2.3. L’écrit entre public et privé

Nous allons maintenant entrer dans l’analyse du détail des pratiques observées, que nous mènerons de deux manières différentes. Dans un premier temps (2.3.), l’étude s’ordonne selon la considération de deux grands domaines d’écriture (écrits agricoles et administratifs) auxquels s’ajoute l’étude d’une pratique transversale à différents champs : la correspondance. Dans un second temps (2.4.), l’analyse procède au repérage de formes graphiques récurrentes à travers ces différents domaines et pratiques.

La logique qui préside à la revue de deux domaines retenus n’est pas réductible à une progression thématique. Chacun des domaines dégagés se caractérise par l’articulation entre des institutions, associées à des lieux et des acteurs déterminés, et des usages de l’écrit spécifiques, liés à une configuration singulière des langues de l’écrit. Il s’agit donc d’une échelle d’analyse adéquate pour étudier la mise en place des modèles scripturaux et la manière dont les acteurs s’en saisissent, dans la perspective qui est la nôtre de comprendre ce qui se joue entre les écrits publics et les écrits à soi.

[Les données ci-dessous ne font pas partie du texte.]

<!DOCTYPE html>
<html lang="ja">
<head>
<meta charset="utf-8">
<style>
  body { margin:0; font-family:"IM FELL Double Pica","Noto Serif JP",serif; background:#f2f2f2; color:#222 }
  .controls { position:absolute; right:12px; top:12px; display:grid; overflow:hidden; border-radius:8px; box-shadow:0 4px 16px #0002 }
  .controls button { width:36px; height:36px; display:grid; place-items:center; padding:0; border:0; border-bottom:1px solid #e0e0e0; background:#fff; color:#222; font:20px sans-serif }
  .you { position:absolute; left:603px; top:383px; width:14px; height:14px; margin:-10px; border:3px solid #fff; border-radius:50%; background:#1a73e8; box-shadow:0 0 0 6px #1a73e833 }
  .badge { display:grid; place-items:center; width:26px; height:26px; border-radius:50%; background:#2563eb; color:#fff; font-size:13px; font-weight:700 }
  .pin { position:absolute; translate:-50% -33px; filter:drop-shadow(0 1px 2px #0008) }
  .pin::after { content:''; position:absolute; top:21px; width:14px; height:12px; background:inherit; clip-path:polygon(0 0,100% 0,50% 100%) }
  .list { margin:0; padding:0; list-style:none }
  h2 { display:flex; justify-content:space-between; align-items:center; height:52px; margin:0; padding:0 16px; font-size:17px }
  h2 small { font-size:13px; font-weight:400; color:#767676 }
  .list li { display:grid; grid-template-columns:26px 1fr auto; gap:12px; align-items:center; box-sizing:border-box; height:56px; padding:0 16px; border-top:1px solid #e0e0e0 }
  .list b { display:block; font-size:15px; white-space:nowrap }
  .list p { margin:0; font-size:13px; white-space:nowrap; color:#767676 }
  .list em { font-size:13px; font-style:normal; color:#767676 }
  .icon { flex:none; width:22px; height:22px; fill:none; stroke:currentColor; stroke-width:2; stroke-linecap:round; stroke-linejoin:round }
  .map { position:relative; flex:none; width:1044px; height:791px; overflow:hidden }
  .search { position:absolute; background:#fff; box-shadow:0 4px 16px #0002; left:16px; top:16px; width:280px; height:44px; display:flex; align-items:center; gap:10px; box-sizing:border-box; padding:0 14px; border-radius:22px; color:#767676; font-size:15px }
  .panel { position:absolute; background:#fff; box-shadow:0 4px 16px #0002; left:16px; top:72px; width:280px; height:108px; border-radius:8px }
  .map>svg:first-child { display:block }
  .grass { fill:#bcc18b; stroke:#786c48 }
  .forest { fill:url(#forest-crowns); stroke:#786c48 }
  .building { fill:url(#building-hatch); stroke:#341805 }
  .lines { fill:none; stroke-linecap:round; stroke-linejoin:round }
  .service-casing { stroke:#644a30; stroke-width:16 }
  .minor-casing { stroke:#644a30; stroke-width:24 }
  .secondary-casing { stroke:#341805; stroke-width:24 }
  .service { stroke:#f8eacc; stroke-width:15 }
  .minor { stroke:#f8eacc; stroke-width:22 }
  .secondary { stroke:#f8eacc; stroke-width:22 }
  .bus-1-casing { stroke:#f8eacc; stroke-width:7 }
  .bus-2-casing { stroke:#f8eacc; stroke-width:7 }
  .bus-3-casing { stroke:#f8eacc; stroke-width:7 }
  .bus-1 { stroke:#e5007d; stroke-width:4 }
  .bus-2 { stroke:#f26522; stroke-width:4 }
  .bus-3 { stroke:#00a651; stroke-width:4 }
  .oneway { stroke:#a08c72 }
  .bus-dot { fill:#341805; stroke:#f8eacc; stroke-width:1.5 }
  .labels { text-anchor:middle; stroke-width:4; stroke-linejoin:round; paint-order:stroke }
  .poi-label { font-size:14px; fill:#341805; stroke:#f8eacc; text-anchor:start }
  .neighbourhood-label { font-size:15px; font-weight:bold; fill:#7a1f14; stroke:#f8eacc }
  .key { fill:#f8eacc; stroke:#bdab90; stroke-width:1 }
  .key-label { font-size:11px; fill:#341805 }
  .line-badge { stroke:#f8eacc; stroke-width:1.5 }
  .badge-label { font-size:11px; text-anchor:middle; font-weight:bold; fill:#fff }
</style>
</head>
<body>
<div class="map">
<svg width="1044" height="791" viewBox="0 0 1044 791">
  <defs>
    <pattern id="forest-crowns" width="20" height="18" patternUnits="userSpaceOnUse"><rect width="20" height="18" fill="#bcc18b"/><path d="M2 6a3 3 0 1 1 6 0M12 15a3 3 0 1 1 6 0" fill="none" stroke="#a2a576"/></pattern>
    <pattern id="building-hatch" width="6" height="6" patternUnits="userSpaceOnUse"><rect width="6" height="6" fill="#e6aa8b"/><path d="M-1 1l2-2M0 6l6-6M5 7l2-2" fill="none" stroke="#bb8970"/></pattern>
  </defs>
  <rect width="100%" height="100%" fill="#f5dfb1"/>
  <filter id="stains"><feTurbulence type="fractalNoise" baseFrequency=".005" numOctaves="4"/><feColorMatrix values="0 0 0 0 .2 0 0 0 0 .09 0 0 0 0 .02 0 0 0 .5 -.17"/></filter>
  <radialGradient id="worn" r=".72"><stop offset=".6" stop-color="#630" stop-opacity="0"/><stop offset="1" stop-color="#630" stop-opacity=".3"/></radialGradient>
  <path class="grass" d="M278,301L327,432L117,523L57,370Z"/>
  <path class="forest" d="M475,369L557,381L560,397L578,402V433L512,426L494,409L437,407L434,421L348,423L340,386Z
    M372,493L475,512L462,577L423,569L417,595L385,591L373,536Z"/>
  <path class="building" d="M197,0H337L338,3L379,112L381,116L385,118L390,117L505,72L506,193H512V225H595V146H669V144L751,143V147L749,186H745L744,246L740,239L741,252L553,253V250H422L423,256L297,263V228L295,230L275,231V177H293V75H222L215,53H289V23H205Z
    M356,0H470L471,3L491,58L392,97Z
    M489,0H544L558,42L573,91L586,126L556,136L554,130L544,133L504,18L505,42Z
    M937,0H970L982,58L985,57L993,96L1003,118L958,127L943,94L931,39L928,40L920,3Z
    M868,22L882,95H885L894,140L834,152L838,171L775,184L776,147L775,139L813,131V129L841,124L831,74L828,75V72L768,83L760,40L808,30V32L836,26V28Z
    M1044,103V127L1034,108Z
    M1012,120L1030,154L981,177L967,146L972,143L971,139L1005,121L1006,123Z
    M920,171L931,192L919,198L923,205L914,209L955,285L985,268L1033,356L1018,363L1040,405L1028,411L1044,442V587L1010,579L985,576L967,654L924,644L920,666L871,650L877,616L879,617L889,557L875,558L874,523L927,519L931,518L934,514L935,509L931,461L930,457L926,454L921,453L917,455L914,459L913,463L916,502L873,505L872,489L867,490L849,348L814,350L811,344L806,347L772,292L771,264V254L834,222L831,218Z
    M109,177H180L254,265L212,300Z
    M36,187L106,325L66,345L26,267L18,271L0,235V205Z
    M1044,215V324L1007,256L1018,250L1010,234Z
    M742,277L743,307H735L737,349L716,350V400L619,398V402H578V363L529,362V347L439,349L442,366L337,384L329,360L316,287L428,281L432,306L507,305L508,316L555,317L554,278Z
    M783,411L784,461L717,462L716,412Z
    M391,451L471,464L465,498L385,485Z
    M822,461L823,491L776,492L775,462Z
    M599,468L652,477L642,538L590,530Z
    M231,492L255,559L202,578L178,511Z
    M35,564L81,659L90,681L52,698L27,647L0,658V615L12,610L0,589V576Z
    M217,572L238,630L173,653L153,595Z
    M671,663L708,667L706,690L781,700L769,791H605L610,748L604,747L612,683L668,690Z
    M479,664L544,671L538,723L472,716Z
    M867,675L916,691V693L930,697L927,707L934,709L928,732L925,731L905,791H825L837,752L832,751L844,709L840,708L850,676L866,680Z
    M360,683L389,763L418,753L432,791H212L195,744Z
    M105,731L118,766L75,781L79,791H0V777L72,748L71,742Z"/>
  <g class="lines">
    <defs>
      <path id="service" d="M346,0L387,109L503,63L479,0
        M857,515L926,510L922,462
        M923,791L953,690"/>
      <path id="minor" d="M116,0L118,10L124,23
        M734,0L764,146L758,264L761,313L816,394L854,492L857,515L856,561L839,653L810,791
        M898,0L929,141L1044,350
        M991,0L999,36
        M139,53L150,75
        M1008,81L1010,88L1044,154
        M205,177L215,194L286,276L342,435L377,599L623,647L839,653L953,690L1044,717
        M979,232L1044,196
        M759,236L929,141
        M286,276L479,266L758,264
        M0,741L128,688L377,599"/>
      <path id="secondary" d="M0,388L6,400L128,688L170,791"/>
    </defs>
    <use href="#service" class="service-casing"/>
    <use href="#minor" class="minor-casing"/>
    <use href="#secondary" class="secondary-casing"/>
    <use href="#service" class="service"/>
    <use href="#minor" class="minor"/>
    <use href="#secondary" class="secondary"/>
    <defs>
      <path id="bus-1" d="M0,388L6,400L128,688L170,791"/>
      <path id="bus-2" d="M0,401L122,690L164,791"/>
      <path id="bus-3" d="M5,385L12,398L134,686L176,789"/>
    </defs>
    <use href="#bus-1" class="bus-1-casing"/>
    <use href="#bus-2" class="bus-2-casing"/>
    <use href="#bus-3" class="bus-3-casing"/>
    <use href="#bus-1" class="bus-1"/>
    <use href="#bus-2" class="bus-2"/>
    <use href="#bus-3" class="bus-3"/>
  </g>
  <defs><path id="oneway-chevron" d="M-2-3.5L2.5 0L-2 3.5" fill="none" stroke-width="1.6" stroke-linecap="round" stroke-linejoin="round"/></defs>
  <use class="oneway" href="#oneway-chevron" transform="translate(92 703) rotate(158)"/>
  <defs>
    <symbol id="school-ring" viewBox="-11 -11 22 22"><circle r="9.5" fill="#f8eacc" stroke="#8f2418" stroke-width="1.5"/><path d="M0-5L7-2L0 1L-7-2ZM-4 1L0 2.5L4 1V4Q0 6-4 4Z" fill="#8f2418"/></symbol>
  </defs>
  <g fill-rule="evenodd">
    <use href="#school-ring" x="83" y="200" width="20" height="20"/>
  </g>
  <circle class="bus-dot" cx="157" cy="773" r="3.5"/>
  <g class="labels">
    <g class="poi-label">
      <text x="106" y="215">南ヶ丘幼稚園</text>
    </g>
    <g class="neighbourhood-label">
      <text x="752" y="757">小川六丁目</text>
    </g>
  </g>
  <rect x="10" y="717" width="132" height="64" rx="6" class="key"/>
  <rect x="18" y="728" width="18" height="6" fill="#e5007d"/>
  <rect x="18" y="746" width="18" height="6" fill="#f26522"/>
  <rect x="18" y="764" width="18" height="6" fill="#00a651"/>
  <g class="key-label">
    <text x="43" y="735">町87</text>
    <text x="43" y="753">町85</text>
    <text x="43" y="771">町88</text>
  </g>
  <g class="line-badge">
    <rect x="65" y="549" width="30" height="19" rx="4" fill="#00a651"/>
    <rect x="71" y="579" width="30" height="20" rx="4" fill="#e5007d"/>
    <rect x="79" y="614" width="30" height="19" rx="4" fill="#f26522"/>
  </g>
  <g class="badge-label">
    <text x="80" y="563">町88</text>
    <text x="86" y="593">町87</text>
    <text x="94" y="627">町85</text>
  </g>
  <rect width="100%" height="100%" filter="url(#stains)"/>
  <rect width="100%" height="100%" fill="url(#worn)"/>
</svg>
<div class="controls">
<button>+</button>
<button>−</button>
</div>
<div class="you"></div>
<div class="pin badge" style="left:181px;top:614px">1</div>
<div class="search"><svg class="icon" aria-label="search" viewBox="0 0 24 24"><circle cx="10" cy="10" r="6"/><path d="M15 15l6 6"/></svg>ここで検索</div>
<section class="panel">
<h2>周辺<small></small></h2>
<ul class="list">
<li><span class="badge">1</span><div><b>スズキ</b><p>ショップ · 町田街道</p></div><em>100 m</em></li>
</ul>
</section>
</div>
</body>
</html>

Les écrits agricoles sont dominés par le modèle de l’écrit fonctionnel que vise à développer la CMDT, à travers tout le système de l’encadrement agricole relayé par l’agent de la CMDT en charge du village et par les membres des AV. Ces écrits, où le bambara domine aux côtés d’usages plus restreint du français, sont des écrits de travail, dont les modèles collectifs, à l’échelle du village, sont réappropriés par les acteurs pour la gestion de leur exploitation.

Les écrits administratifs sont pour une large part des écrits officiels en français dont les centres sont extérieurs au village (notamment la mairie aujourd’hui à Balan). Certaines fonctions d’administration sont déléguées à des acteurs villageois qui usent du bambara. Les usages de l’écrit comme instrument de contrôle et d’identification sont ici centraux. Mais ces modèles sont eux aussi souvent repris à l’échelle familiale ou individuelle dans des visées qu’il faudra élucider.

Notons qu’un pôle fort de production d’écrits manque à cette revue, l’école. Celle-ci est une institution physiquement présente dans l’espace du village qu’elle contribue à structurer, tout comme elle en modèle l’histoire comme nous l’avons montré dans notre 1ère partie. Les pratiques scolaires de l’écrit débordent, au Mali comme ailleurs, les limites physiques de ce lieu. Nous avons évoqué précédemment l’importance des instituteurs dont le rôle de médiateurs de l’écrit dépasse l’exercice de leurs fonctions. Cependant, ayant choisi de centrer notre étude sur les pratiques de l’écrit des adultes, nous n’aborderons pas ici les pratiques actuelles de l’écrit scolaire, différentes des pratiques pédagogiques connues par les scripteurs enquêtés. La prégnance des modèles de l’écrit scolaire, en bambara comme en français, retient bien sûr notre attention tout au long de ce travail, mais celles-ci sont reconstituées à travers l’observation des écrits et les entretiens sur la socialisation scolaire passée plutôt que par les observations actuelles.

Quant aux pratiques magico-religieuses, nous aurons l’occasion de les aborder dans le troisième chapitre de cette partie, où nous procéderons à une approche par genres discursifs et formes graphiques.